= WHAT TO WORK ON =
From the first line of the entries below through the line holding "width:16px; height:16px; translate:-50%", write out every line exactly, please, and leave out the pictures.

**** RECORDS PROVIDED ****

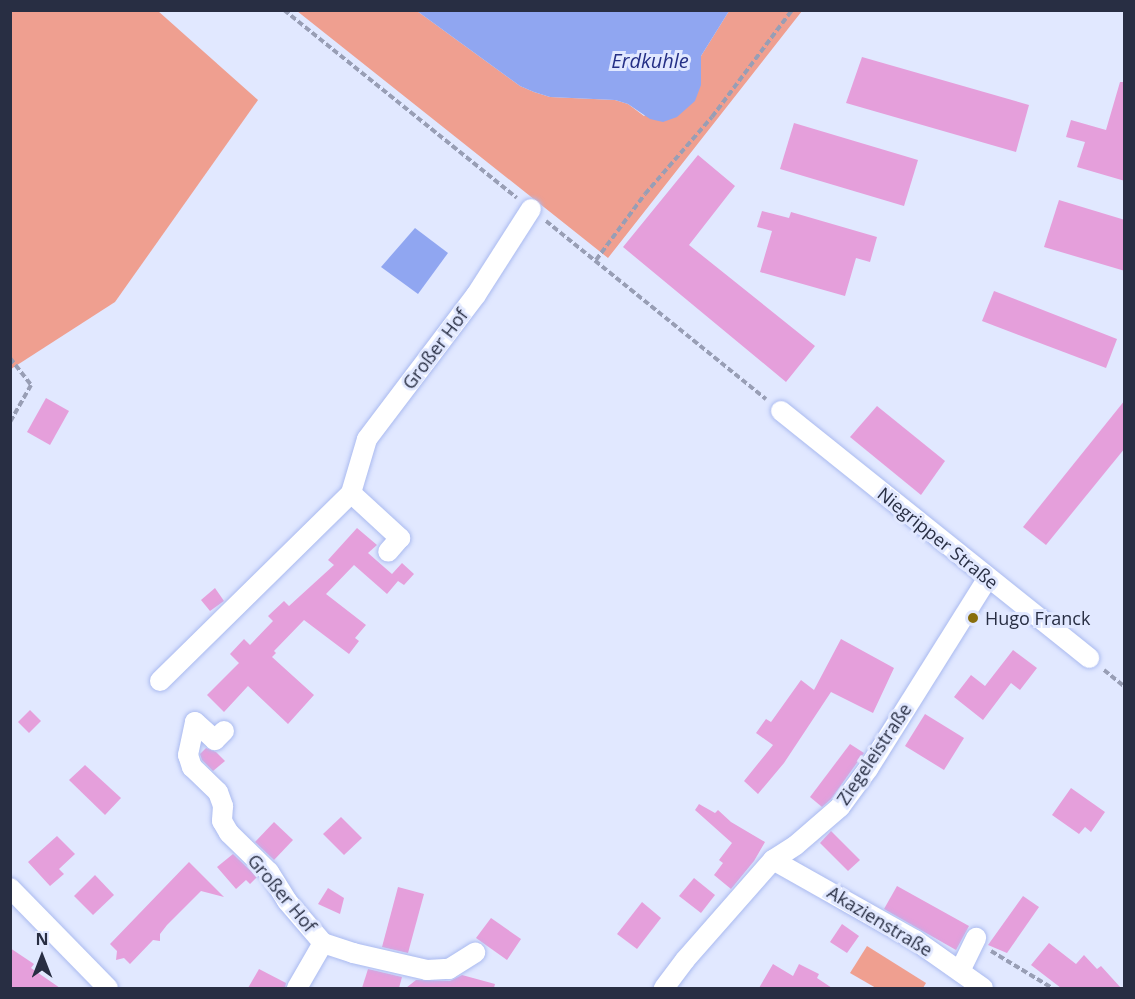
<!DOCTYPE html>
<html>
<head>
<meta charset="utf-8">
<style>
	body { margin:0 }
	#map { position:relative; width:1135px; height:999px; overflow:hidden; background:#e1e8ff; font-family:"Open Sans",sans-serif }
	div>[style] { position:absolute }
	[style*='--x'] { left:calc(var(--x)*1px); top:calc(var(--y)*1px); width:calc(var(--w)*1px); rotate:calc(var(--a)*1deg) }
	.green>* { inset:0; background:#ef9f90 }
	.water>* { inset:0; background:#90a6f1 }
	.building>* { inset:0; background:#e59fdb }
	.path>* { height:4px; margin-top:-2px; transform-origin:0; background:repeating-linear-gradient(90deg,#989eb5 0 6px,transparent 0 9px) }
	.roads { filter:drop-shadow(0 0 2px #aabaf0) drop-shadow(0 0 2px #aabaf0) }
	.minor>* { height:20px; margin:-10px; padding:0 10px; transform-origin:10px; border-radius:10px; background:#fff }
	.dots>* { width:16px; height:16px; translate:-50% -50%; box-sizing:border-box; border:3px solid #e1e8ff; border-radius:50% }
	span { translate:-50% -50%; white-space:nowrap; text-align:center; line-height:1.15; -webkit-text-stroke:6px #e1e8ff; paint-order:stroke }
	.street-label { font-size:18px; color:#282e43 }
	.poi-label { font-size:18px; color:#282e43 }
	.left { translate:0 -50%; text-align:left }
	.water-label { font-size:20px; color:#253086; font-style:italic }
	.frame { position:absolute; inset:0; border:12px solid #282e43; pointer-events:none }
	.north { position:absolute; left:12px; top:927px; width:60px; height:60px; -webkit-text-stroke:4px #e1e8ff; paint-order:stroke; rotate:0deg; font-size:16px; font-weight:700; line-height:24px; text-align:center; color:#282e43 }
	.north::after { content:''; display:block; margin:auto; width:21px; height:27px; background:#282e43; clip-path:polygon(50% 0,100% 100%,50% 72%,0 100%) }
</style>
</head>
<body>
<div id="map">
	<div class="green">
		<div style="clip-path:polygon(11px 10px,158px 11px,258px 100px,115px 302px,11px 369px)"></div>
		<div style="clip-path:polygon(297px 11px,417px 11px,520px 86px,534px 92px,550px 97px,615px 100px,628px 104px,644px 116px,701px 78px,701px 56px,729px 11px,802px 11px,608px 258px)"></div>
		<div style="clip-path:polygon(867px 946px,926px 983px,923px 988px,876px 988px,850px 973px)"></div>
	</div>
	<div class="water">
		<div style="clip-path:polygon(417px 11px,729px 11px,701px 56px,701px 85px,695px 101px,677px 117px,663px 122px,650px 119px,628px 104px,615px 100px,550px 97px,534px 92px,520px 86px)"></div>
		<div style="clip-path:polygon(415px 228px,448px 253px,418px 294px,381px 267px)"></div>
	</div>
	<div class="building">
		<div style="clip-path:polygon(862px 57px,1029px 105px,1016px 152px,846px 103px)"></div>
		<div style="clip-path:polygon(1120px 82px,1125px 82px,1125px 181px,1077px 167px,1085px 142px,1066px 137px,1071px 120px,1106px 130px)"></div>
		<div style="clip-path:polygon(794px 123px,918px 160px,904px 206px,780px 169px)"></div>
		<div style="clip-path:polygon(698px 155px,735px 186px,689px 245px,815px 346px,786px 382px,623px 247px)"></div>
		<div style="clip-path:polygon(1059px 200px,1125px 220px,1125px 271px,1044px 247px)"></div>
		<div style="clip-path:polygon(762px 211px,789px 218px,791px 212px,877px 237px,870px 262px,856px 258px,845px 296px,760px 272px,772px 231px,757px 227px)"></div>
		<div style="clip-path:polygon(994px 291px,1117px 339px,1106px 368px,982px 321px)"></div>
		<div style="clip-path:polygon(46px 398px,69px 411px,50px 445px,27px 432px)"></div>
		<div style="clip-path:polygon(1125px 400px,1125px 448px,1046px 545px,1023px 527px)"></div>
		<div style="clip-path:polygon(877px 406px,945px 461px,921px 495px,850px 437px)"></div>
		<div style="clip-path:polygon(357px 528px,377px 545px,368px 553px,392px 574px,402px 563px,414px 574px,404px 585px,398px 581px,387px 594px,354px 565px,326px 594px,366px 625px,355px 638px,359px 641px,349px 654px,304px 620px,274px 651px,276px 653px,272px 657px,314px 695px,288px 724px,248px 686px,224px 712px,207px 695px,239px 663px,230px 654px,244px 639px,250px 645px,273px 621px,268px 616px,284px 601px,289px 606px,334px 565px,328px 560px)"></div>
		<div style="clip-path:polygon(215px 588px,224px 601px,210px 611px,201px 600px)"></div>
		<div style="clip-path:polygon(841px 639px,894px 668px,873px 713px,831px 692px,784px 763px,758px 794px,744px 781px,773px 745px,756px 733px,766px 719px,771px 722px,801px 680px,814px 690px)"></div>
		<div style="clip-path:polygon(1013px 650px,1037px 668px,1020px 690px,1011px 683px,983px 720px,954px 697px,971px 675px,985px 686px)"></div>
		<div style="clip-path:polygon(30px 710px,41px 721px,29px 733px,18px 722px)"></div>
		<div style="clip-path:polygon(925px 714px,964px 738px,944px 770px,905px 746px)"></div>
		<div style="clip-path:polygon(850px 744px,864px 753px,831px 799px,822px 807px,810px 797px)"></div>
		<div style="clip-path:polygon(206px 748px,216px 752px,225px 761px,213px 771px,202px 760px,200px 754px)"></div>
		<div style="clip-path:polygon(85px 765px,121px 798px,105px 815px,69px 780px)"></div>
		<div style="clip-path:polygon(1071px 788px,1105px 812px,1091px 832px,1085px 827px,1079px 834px,1052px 815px)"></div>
		<div style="clip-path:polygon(699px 804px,715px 813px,718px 810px,731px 822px,765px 842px,754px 861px,731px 889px,714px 875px,723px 863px,719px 860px,732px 843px,695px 810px)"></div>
		<div style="clip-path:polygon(341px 817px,362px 838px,344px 855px,323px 834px)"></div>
		<div style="clip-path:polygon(274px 822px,293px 840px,274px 860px,255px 842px)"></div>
		<div style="clip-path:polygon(831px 831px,860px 860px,848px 871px,820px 843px)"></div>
		<div style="clip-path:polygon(57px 836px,75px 854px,59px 869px,64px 874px,50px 886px,28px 862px)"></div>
		<div style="clip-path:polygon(233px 854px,257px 877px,250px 884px,246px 880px,236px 889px,217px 867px)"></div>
		<div style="clip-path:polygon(189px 862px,224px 897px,201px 891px,167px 925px,160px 934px,160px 941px,153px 940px,130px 964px,124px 958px,116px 960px,117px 951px,110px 944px)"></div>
		<div style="clip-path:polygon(95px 875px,114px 895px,93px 915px,74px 896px)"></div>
		<div style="clip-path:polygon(694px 878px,715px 895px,701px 913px,679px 896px)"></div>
		<div style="clip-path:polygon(897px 886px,969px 926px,956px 950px,884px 909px)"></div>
		<div style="clip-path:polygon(398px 887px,424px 894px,408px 953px,382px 947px)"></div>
		<div style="clip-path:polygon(328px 888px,344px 898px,340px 914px,318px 904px)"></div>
		<div style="clip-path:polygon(1023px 896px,1039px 907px,1007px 953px,988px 945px)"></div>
		<div style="clip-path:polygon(642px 902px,661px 918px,637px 949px,617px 934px)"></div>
		<div style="clip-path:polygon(491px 918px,521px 939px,507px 960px,476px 938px)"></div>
		<div style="clip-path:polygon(842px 924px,859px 936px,847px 953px,830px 942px)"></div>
		<div style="clip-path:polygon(1049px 943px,1076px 964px,1084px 955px,1097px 969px,1101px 966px,1121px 988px,1061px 988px,1031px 965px)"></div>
		<div style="clip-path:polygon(10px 948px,34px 964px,31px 968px,60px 988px,10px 988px)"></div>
		<div style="clip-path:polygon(773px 964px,793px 976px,799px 964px,819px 974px,817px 978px,832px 988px,759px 988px)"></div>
		<div style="clip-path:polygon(259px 969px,286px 983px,285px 988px,248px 988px)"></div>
		<div style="clip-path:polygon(368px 969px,402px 977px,399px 988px,362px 988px)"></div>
		<div style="clip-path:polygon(462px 975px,495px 984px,494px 988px,406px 988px,416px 980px,450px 981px)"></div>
	</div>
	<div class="path">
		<div style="--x:284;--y:10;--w:299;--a:38.9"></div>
		<div style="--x:546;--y:221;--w:283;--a:39"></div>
		<div style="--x:596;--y:260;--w:82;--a:-53.4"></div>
		<div style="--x:645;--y:194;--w:102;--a:-49"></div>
		<div style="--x:712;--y:117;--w:134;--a:-53.2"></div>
		<div style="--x:10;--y:358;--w:34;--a:52"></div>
		<div style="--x:31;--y:385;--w:43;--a:119.6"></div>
		<div style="--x:1104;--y:670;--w:26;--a:39"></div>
		<div style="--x:991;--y:951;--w:71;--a:31.2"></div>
	</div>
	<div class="roads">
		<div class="minor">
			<div style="--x:781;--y:411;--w:395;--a:38.7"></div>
			<div style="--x:351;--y:493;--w:67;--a:42.6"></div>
			<div style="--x:400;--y:538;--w:18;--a:131"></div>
			<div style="--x:160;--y:681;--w:268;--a:-44.5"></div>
			<div style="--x:351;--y:493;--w:56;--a:-73.5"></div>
			<div style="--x:367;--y:439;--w:181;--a:-52.9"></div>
			<div style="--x:476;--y:295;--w:102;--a:-57.4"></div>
			<div style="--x:224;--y:731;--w:13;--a:135"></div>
			<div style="--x:215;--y:740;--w:27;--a:-138"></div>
			<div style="--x:195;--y:722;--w:34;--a:102"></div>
			<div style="--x:188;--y:755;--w:13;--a:72"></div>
			<div style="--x:192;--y:767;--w:36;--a:44"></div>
			<div style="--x:218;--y:792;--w:15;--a:70"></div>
			<div style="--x:223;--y:806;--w:15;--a:94"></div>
			<div style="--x:222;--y:821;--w:14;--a:60"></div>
			<div style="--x:229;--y:833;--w:56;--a:44.3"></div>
			<div style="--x:269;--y:872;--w:34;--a:58"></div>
			<div style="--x:287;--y:901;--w:55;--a:49.4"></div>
			<div style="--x:323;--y:943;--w:32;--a:18"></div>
			<div style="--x:353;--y:953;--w:76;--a:12.9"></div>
			<div style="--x:427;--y:970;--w:22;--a:-3"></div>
			<div style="--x:449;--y:969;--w:31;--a:-32"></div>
			<div style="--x:773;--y:860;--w:163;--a:29.4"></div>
			<div style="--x:915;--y:940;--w:83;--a:35.2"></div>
			<div style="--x:10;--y:888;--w:140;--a:45.6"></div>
			<div style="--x:960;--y:971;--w:37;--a:-64"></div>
			<div style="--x:297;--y:988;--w:52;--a:-60"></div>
			<div style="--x:664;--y:988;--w:35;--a:-53"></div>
			<div style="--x:685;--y:960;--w:133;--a:-48.7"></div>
			<div style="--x:773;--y:860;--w:27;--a:-33"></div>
			<div style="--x:796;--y:845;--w:58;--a:-40.8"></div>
			<div style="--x:840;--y:807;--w:47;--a:-53.6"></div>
			<div style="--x:868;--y:769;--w:224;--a:-57.9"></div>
		</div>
	</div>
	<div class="dots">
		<div style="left:973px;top:618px;background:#886e0e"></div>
	</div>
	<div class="street-label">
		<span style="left:435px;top:349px;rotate:-53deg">Großer Hof</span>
		<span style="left:938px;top:538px;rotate:39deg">Niegripper Straße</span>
		<span style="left:874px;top:754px;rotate:-56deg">Ziegeleistraße</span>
		<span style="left:282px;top:893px;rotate:50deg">Großer Hof</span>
		<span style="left:880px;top:921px;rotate:31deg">Akazienstraße</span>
	</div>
	<div class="poi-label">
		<span class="left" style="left:985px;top:618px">Hugo Franck</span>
	</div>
	<div class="water-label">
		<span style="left:650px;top:60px">Erdkuhle</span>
	</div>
	<div class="frame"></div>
	<div class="north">N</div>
</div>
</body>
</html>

****

= ANSWER =
<!DOCTYPE html>
<html>
<head>
<meta charset="utf-8">
<style>
	body { margin:0 }
	#map { position:relative; width:1135px; height:999px; overflow:hidden; background:#e1e8ff; font-family:"Open Sans",sans-serif }
	div>[style] { position:absolute }
	[style*='--x'] { left:calc(var(--x)*1px); top:calc(var(--y)*1px); width:calc(var(--w)*1px); rotate:calc(var(--a)*1deg) }
	.green>* { inset:0; background:#ef9f90 }
	.water>* { inset:0; background:#90a6f1 }
	.building>* { inset:0; background:#e59fdb }
	.path>* { height:4px; margin-top:-2px; transform-origin:0; background:repeating-linear-gradient(90deg,#989eb5 0 6px,transparent 0 9px) }
	.roads { filter:drop-shadow(0 0 2px #aabaf0) drop-shadow(0 0 2px #aabaf0) }
	.minor>* { height:20px; margin:-10px; padding:0 10px; transform-origin:10px; border-radius:10px; background:#fff }
	.dots>* { width:16px; height:16px; translate:-50% -50%; box-sizing:border-box; border:3px solid #e1e8ff; border-radius:50% }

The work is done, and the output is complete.